PROBLEM STATEMENT: Find all lines in the listing that include the word "Princesa", then copy them.

EXTRACTED MATERIAL:
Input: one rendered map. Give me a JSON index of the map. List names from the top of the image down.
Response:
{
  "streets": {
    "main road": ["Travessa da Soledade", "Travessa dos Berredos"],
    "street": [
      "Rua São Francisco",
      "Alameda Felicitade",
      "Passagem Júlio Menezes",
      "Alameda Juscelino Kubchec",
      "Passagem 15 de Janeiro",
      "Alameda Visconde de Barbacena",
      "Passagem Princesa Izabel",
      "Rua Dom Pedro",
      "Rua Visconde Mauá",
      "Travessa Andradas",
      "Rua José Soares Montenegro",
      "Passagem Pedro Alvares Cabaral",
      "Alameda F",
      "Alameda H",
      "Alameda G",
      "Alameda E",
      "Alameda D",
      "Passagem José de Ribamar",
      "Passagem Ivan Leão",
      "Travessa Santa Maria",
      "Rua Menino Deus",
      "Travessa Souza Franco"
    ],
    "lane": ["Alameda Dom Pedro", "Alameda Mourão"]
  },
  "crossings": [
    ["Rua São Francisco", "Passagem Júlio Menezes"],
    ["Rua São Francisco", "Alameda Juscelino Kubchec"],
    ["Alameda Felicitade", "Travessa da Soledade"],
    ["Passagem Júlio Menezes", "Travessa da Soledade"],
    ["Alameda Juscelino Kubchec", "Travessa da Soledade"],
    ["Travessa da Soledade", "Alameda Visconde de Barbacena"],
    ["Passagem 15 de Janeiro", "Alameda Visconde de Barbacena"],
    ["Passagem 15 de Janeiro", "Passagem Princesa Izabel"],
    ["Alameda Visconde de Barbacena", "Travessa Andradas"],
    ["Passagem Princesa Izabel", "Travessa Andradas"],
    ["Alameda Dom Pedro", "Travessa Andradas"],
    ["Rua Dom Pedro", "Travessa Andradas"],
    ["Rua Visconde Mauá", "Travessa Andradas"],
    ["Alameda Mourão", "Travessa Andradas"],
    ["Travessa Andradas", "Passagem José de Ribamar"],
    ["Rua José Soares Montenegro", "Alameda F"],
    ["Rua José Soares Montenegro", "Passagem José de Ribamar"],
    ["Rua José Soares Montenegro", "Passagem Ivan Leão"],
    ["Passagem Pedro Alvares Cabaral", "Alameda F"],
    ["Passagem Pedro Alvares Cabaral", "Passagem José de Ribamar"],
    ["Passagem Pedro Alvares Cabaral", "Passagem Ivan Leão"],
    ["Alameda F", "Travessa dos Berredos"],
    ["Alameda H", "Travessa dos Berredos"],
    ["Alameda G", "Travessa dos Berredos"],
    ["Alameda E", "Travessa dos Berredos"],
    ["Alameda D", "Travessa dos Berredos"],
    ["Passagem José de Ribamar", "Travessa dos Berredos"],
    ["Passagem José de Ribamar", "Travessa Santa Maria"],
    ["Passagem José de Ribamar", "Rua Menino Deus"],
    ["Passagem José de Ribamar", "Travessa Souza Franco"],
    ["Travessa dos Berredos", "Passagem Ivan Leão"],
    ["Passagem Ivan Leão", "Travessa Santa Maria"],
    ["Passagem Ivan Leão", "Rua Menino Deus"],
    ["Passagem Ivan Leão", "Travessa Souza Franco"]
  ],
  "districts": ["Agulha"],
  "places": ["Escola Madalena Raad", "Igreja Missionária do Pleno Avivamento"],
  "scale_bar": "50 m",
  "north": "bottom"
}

EXPECTED ANSWER:
      "Passagem Princesa Izabel",
    ["Passagem 15 de Janeiro", "Passagem Princesa Izabel"],
    ["Passagem Princesa Izabel", "Travessa Andradas"],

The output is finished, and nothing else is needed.